Allah’ı Seviyorsanız Bana Tâbi Olunuz

Türkçemize sevgi olarak tercüme edilen muhabbet, aslında “hubb” kökünden türemiştir, aynı mânâdan gelen “habbe” tohum demektir. Her tohum nasıl ki kendi varlığına uygun bir tecelli ile kendini izhar ederse, muhabbetler de kendi özlerinde taşıdıkları mânâ ve meyillere göre davranışların tezahürüne vesile olurlar.

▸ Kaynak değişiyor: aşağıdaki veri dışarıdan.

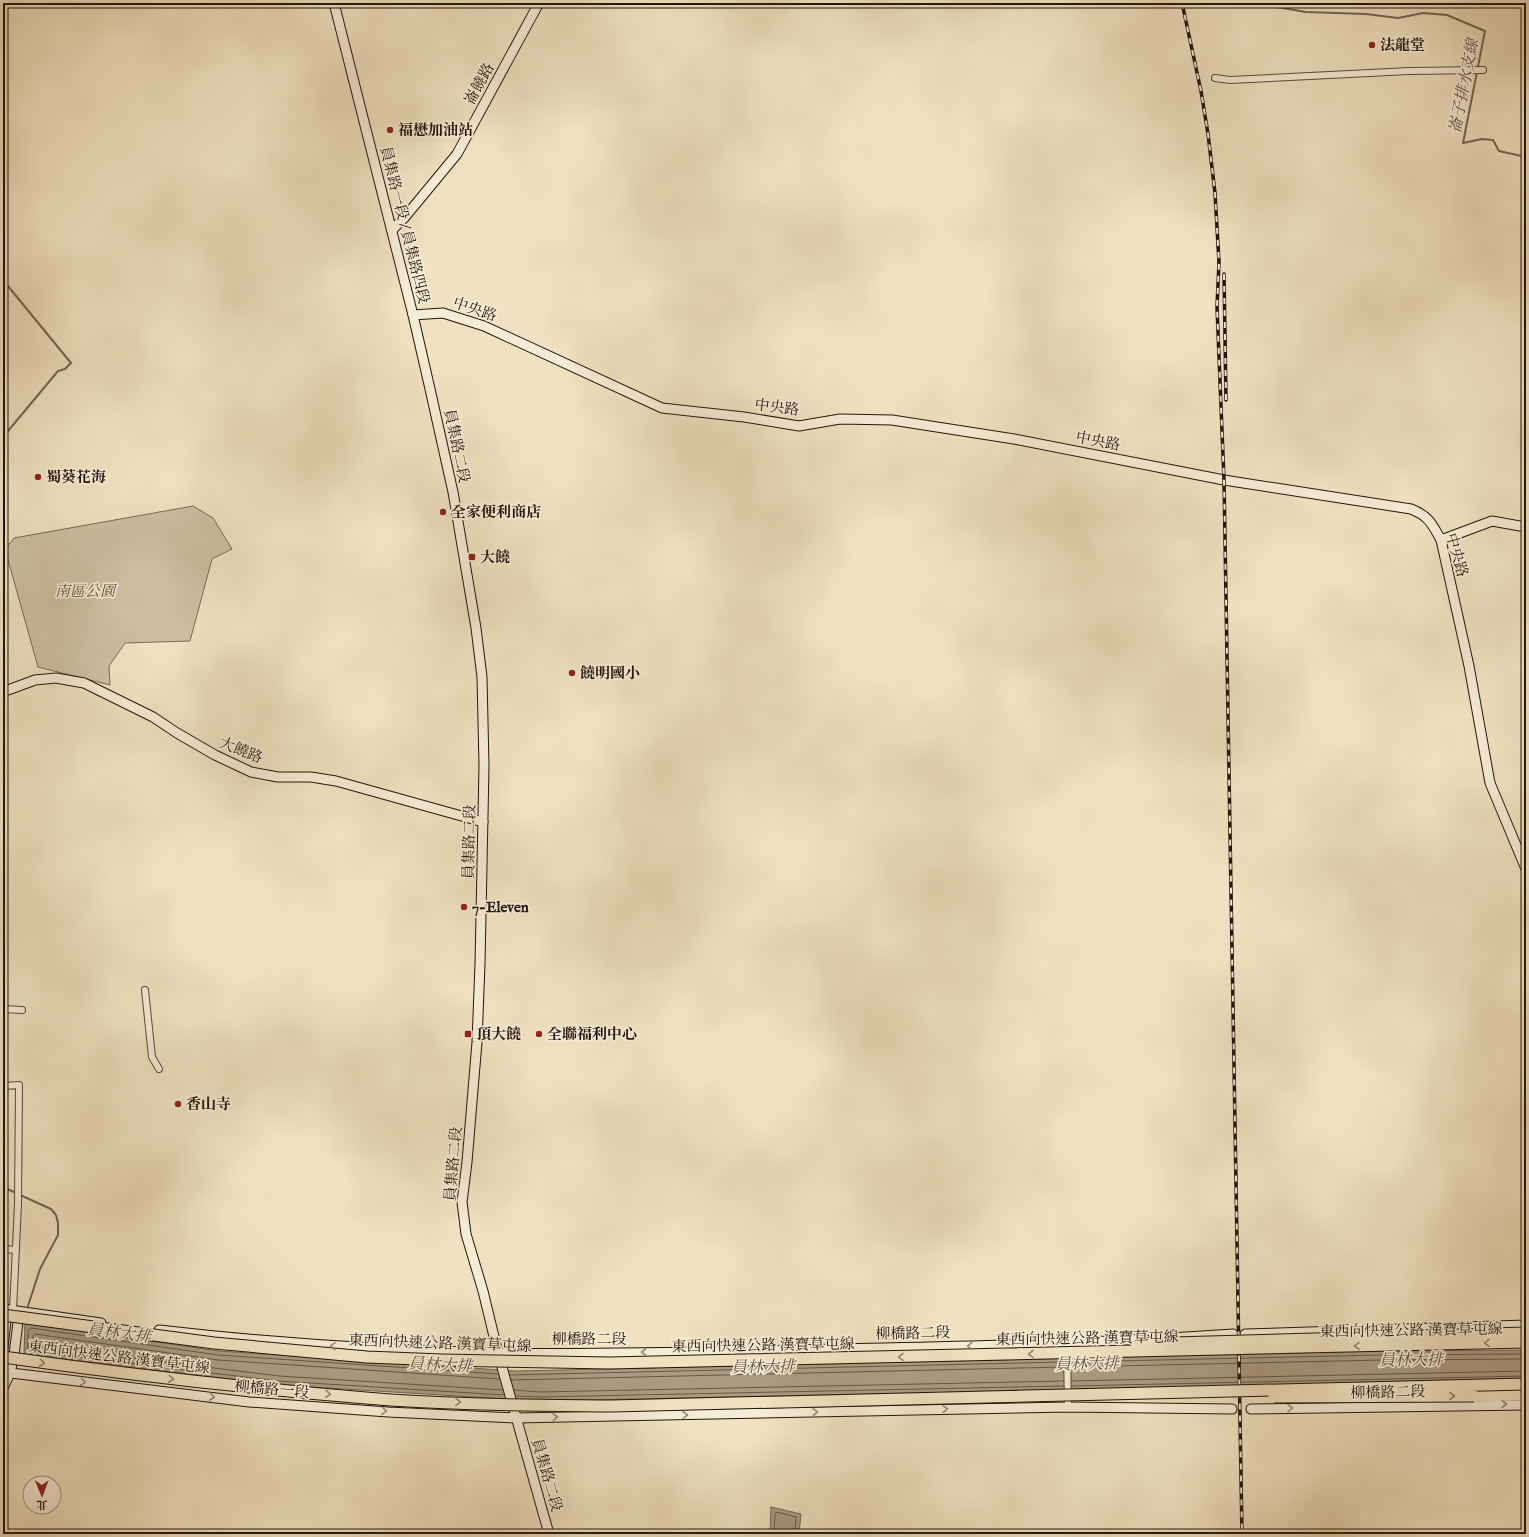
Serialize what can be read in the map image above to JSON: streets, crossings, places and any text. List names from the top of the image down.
{
  "streets": {
    "highway": ["東西向快速公路 漢寶草屯線"],
    "main road": [
      "崙饒路",
      "員集路一段 / 員集路四段",
      "中央路",
      "員集路二段",
      "大饒路",
      "柳橋路二段",
      "柳橋路一段"
    ]
  },
  "crossings": [
    ["崙饒路", "員集路一段 / 員集路四段"],
    ["員集路一段 / 員集路四段", "中央路"],
    ["員集路一段 / 員集路四段", "員集路二段"],
    ["中央路", "員集路二段"],
    ["員集路二段", "大饒路"],
    ["員集路二段", "柳橋路二段"],
    ["員集路二段", "柳橋路一段"]
  ],
  "water": ["崙子排水支線", "員林大排"],
  "parks": ["南區公園"],
  "places": {
    "other": [
      "法龍堂",
      "福懋加油站",
      "蜀葵花海",
      "全家便利商店",
      "饒明國小",
      "7-Eleven",
      "全聯福利中心",
      "香山寺"
    ],
    "transit": ["大饒", "頂大饒"]
  },
  "north": "bottom"
}
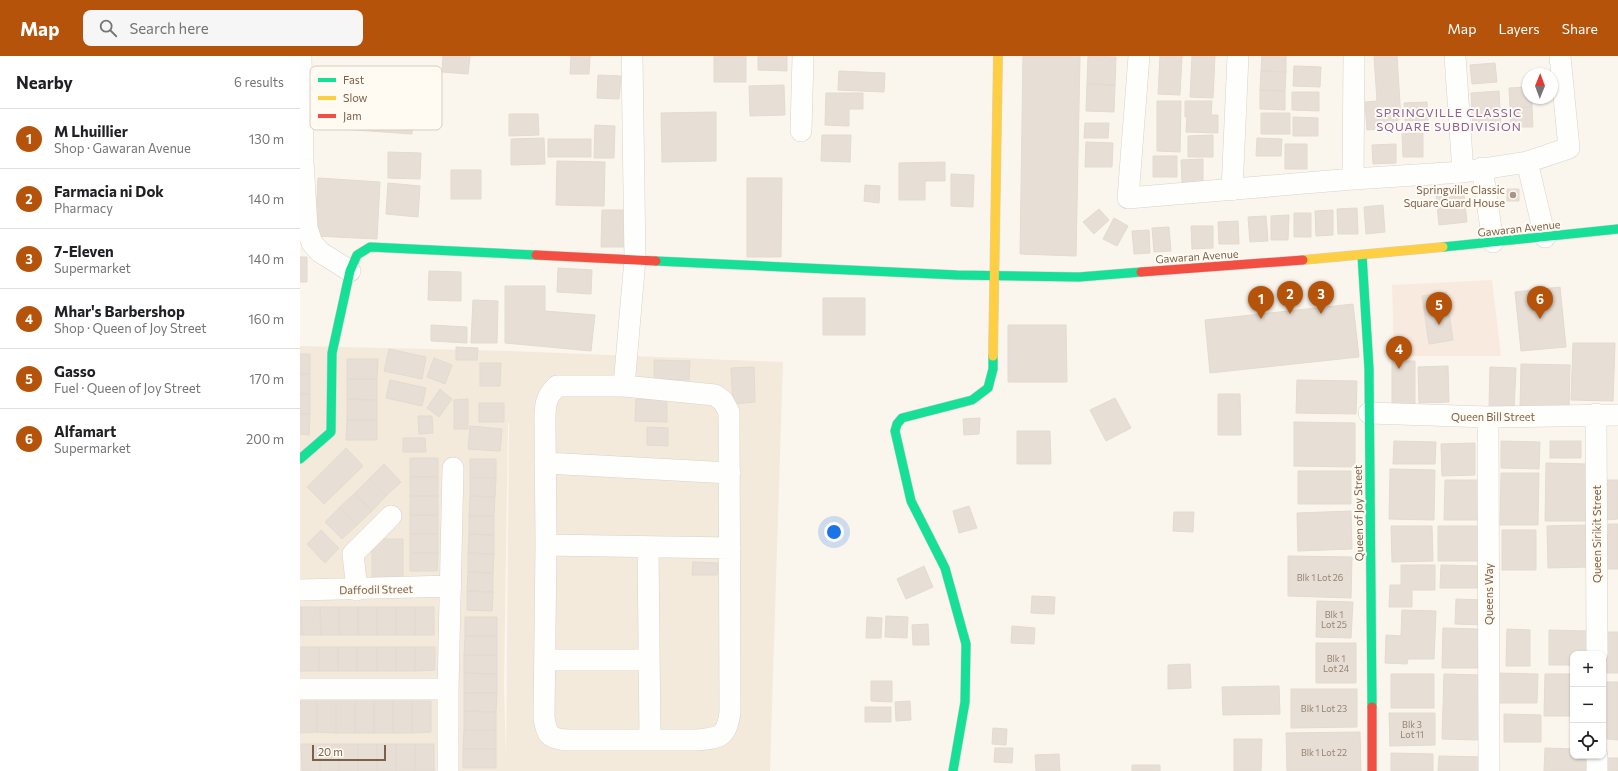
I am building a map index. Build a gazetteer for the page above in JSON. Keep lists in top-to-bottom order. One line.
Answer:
{"streets":{"street":["Gawaran Avenue","Queen Bill Street","Queen of Joy Street","Queen Sirikit Street","Daffodil Street","Queens Way"]},"crossings":[["Gawaran Avenue","Queen of Joy Street"],["Queen Bill Street","Queen of Joy Street"],["Queen Bill Street","Queen Sirikit Street"],["Queen Bill Street","Queens Way"]],"districts":["SPRINGVILLE CLASSIC SQUARE SUBDIVISION"],"places":["Springville Classic Square Guard House"],"house_numbers":["Blk 1 Lot 26","Blk 1 Lot 25","Blk 1 Lot 24","Blk 1 Lot 23","Blk 3 Lot 11","Blk 1 Lot 22"],"legend":["Fast","Slow","Jam"],"scale_bar":"20 m","north":"top","page":{"header":"Map","search":"Search here","nav":["Map","Layers","Share"],"heading":["Nearby","6 results"],"list":[{"mark":"1","name":"M Lhuillier","note":"Shop · Gawaran Avenue","value":"130 m"},{"mark":"2","name":"Farmacia ni Dok","note":"Pharmacy","value":"140 m"},{"mark":"3","name":"7-Eleven","note":"Supermarket","value":"140 m"},{"mark":"4","name":"Mhar's Barbershop","note":"Shop · Queen of Joy Street","value":"160 m"},{"mark":"5","name":"Gasso","note":"Fuel · Queen of Joy Street","value":"170 m"},{"mark":"6","name":"Alfamart","note":"Supermarket","value":"200 m"}],"pins":["2","3","1","6","5","4"],"map_buttons":["+","−"],"scale":"20 m"}}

Kalb hangi sevdaya ve meyillere yöneliyorsa insan davranışları da ona göre şekillenecektir.

Rabbimiz yüce kelâmında Rasûl-i Ekrem -sallallâhu aleyhi ve sellem- Efendimizi farklı sıfatları ile zikrediyor. Efendimizin de ashâbına ve sonraki çağların bütün mü’minlerine, zât-ı risaletlerini tanıttığı ve öncelikle zikrettiği hususiyetlerinden biri şüphesiz O’nun Habîbullah yani Allah tarafından çok sevilen, Allah Teâlâ’yı da çok seven vasfıdır.

İbn-i Abbâs -radıyallahu anh-den rivâyete göre şöyle buyurdular:

- Peygamber -sallallâhu aleyhi ve sellem-’in ashabından bazı kişiler kendisini beklemek üzere oturmuşlardı. Nihayet Rasûlullah -sallallâhu aleyhi ve sellem- yanlarına çıkageldi. Onlara yaklaşınca da konuştuklarını duydu. Bazıları şöyle diyordu: “Şaşılacak şey doğrusu Allah yarattıklarından birini dost edinmiş ve İbrahim’i dost edinmiş.” Diğer bir kısmı ise; “Mûsa’nın Allah ile konuşması daha hayret verici bir şeydir. Allah onunla apaçık konuşmuştur.” Diğer bir kısmı ise; “Îsa Allah’ın kelimesi ve ruhudur.” Diğer bir kısmı da; “Âdem babasız şekilde yaratılmış seçkin bir insandır.” dediler. Rasûlullah -sallallâhu aleyhi ve sellem- onların yanına geldi, selam verip şöyle buyurdu:

“-Konuşmalarınızı ve hayret ettiğiniz şeyleri dinledim. (Evet) İbrahim Allah’ın dostudur o bir gerçektir. Mûsa da, Allah’ın konuştuğu seçkin bir kimsedir bu da doğrudur. Îsâ da Allah’ın ruhu ve kelimesidir, bu da gerçektir. Âdem’i de Allah seçmiştir, bu da gerçektir. Dikkat ediniz Allah’ın habibi, (sevgilisi) benim, ancak övünmek yok. Kıyamet günü hamd sancağını taşıyacak olan da benim. Övünmek yok. Kıyamet gününde ilk şefaat edecek olan da benim, yine övünmek yok. Cennetin kapılarının halkalarını ilk hareket ettirecek olan benim. Allah bana cennet kapısını açacak, beraberimde mü’minleri ve fakirleri cennete koyacaktır. Fakat övünmek yok. Ben geçmişlerin ve geleceklerin en değerlisiyim fakat övünmek yok.” (Tirmizi)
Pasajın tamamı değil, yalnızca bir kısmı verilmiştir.